■ The problem ■
Only the last stretch of the records is wanted: restate word for word the line with "Detect the labels" and every line after it.

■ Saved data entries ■

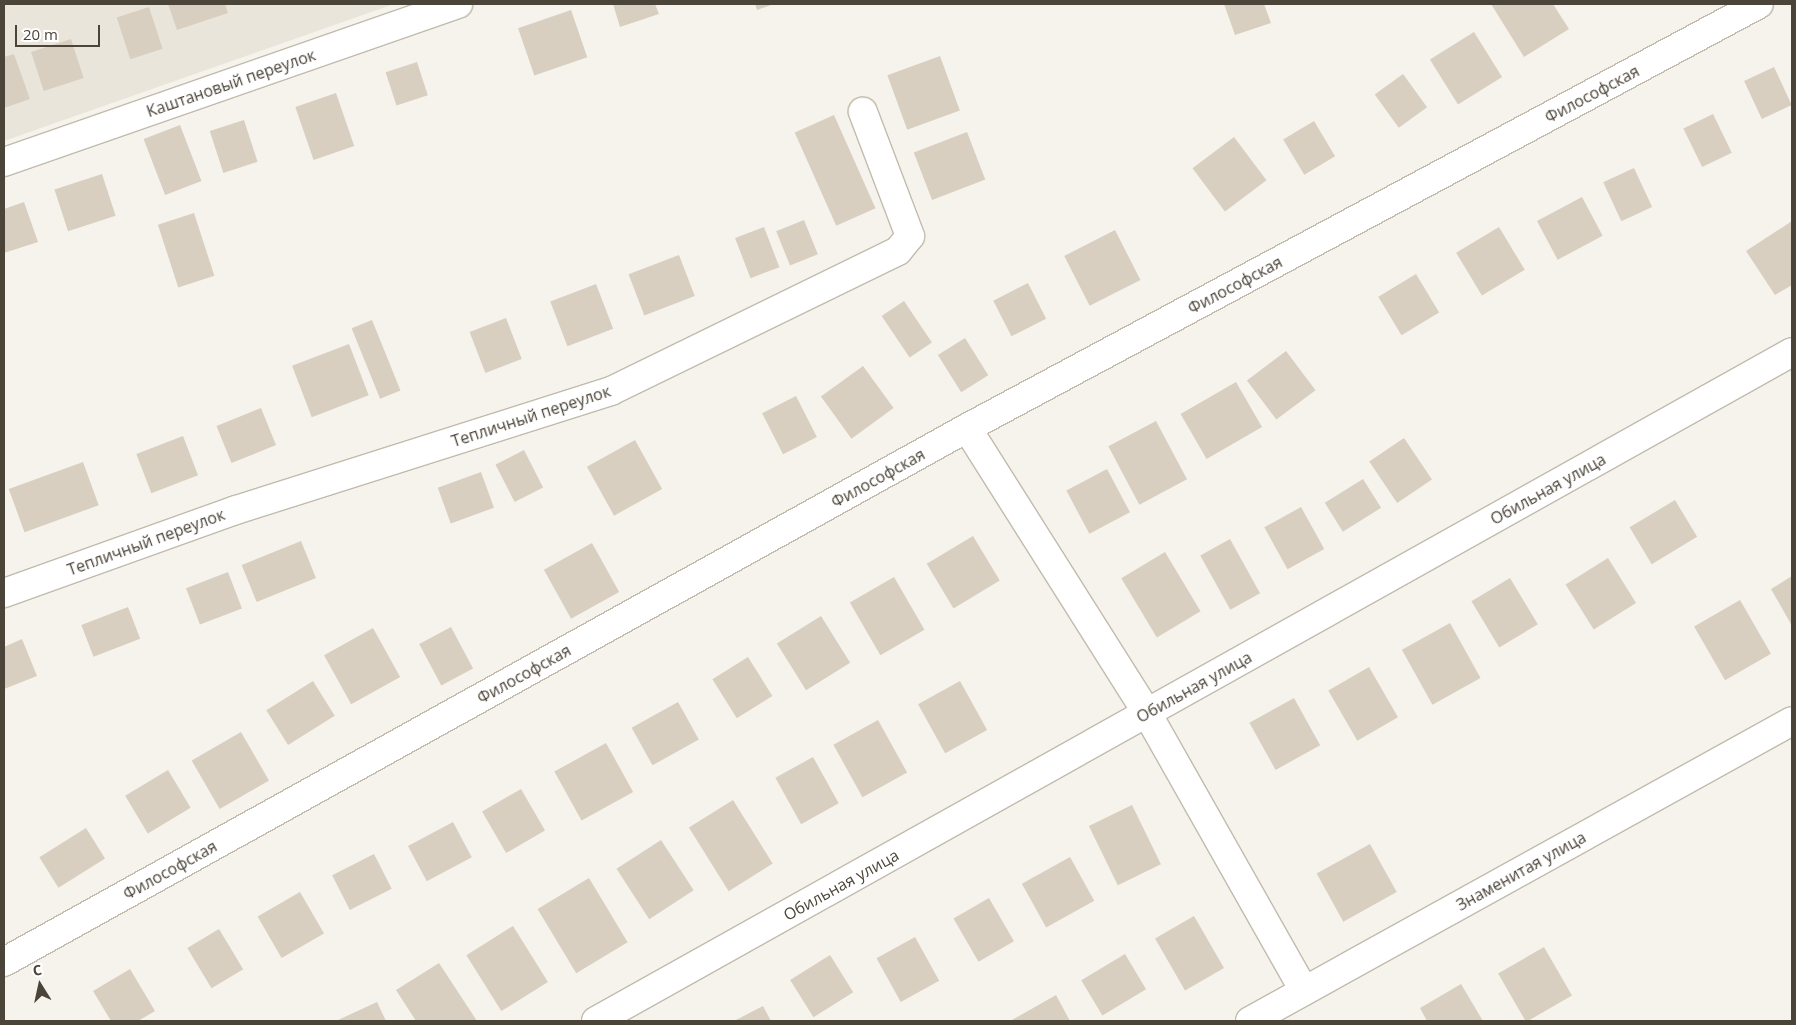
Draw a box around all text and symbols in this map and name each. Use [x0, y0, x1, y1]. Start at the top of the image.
scale bar [18, 15, 102, 47]
text: 20 m [23, 24, 58, 44]
street label: Каштановый переулок [144, 45, 318, 121]
street label: Философская [1542, 61, 1642, 127]
street label: Философская [1185, 252, 1285, 318]
street label: Тепличный переулок [449, 381, 613, 451]
street label: Философская [828, 444, 928, 512]
street label: Обильная улица [1487, 449, 1609, 529]
street label: Тепличный переулок [65, 505, 227, 579]
street label: Философская [474, 640, 574, 708]
street label: Обильная улица [1133, 647, 1255, 727]
street label: Знаменитая улица [1453, 827, 1589, 915]
street label: Философская [120, 836, 220, 904]
street label: Обильная улица [780, 845, 902, 925]
north arrow [15, 960, 65, 1010]
text: С [31, 960, 43, 980]

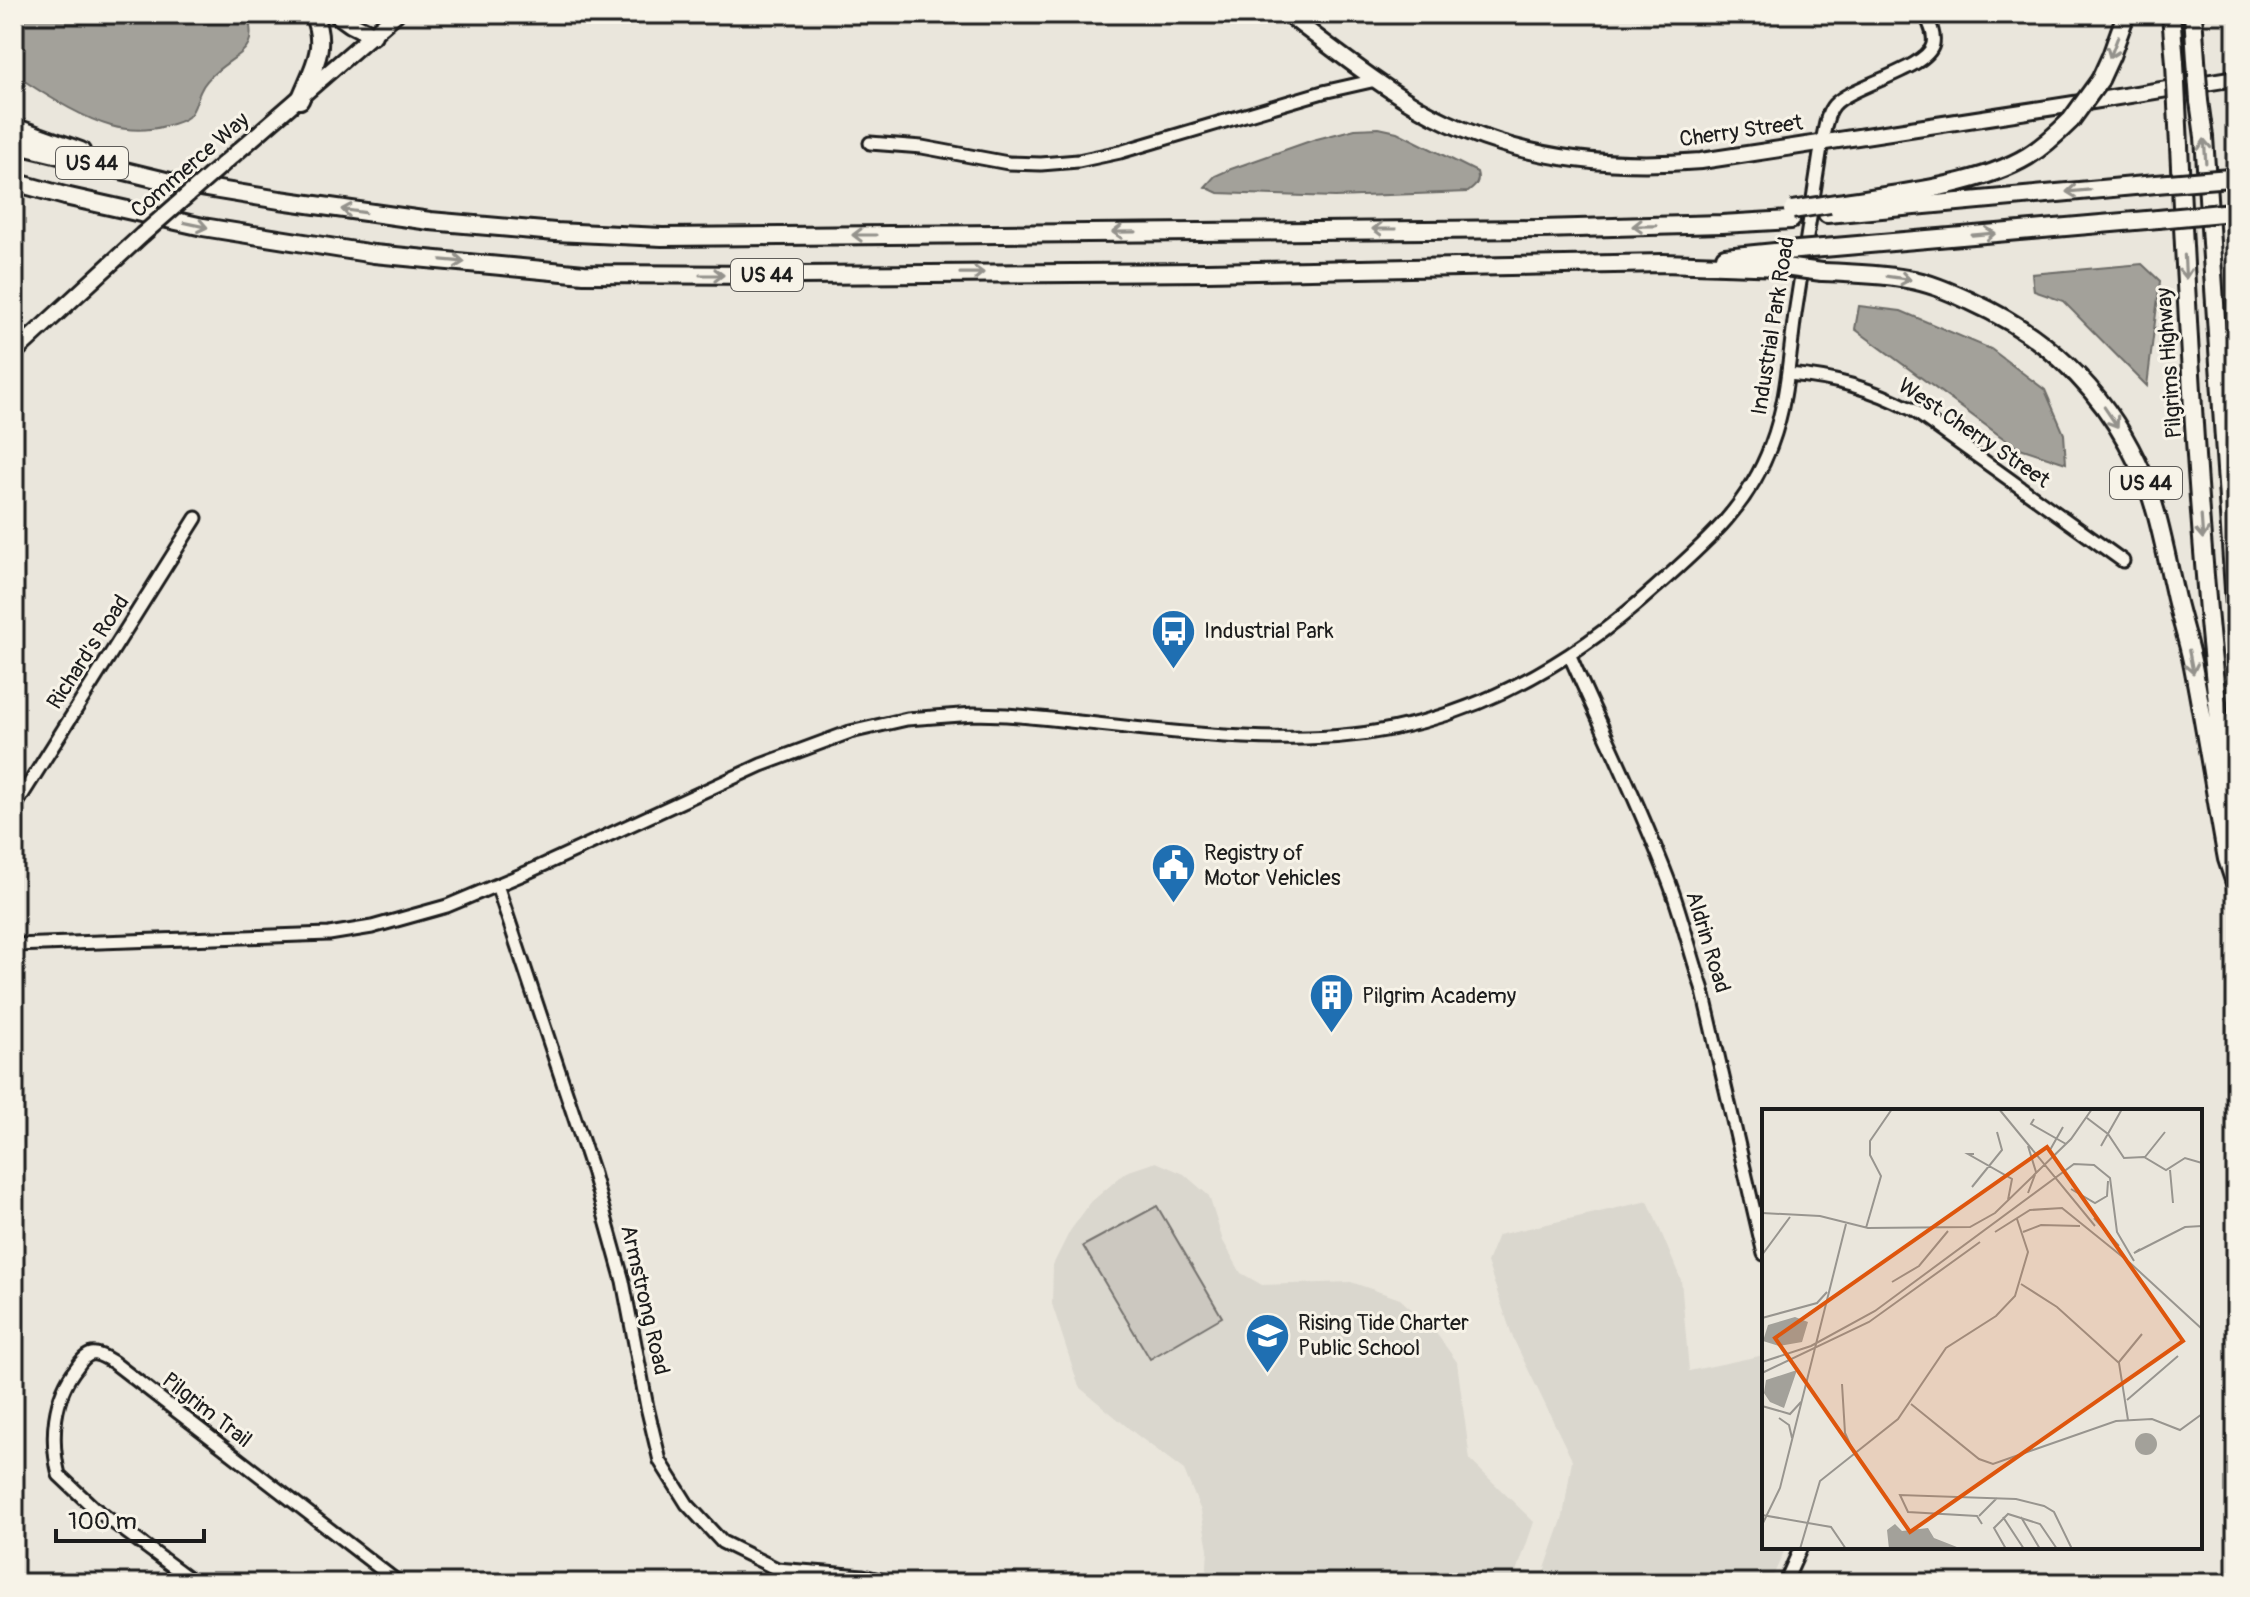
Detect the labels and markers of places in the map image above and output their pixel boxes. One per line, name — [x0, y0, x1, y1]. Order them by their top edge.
bus stop icon: Industrial Park — [1149, 607, 1197, 670]
place label: Industrial Park — [1204, 617, 1334, 645]
place label: Registry of Motor Vehicles — [1204, 839, 1341, 892]
public building icon: Registry of Motor Vehicles — [1149, 842, 1197, 905]
building icon: Pilgrim Academy — [1307, 972, 1355, 1035]
place label: Pilgrim Academy — [1362, 982, 1516, 1010]
place label: Rising Tide Charter Public School — [1298, 1309, 1469, 1362]
school or university icon: Rising Tide Charter Public School — [1243, 1312, 1291, 1375]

■ Exercise answer ■
Detect the labels and markers of places in the map image above and output their pixel boxes. One per line, name — [x0, y0, x1, y1]. Order them by their top edge.
bus stop icon: Industrial Park — [1149, 607, 1197, 670]
place label: Industrial Park — [1204, 617, 1334, 645]
place label: Registry of Motor Vehicles — [1204, 839, 1341, 892]
public building icon: Registry of Motor Vehicles — [1149, 842, 1197, 905]
building icon: Pilgrim Academy — [1307, 972, 1355, 1035]
place label: Pilgrim Academy — [1362, 982, 1516, 1010]
place label: Rising Tide Charter Public School — [1298, 1309, 1469, 1362]
school or university icon: Rising Tide Charter Public School — [1243, 1312, 1291, 1375]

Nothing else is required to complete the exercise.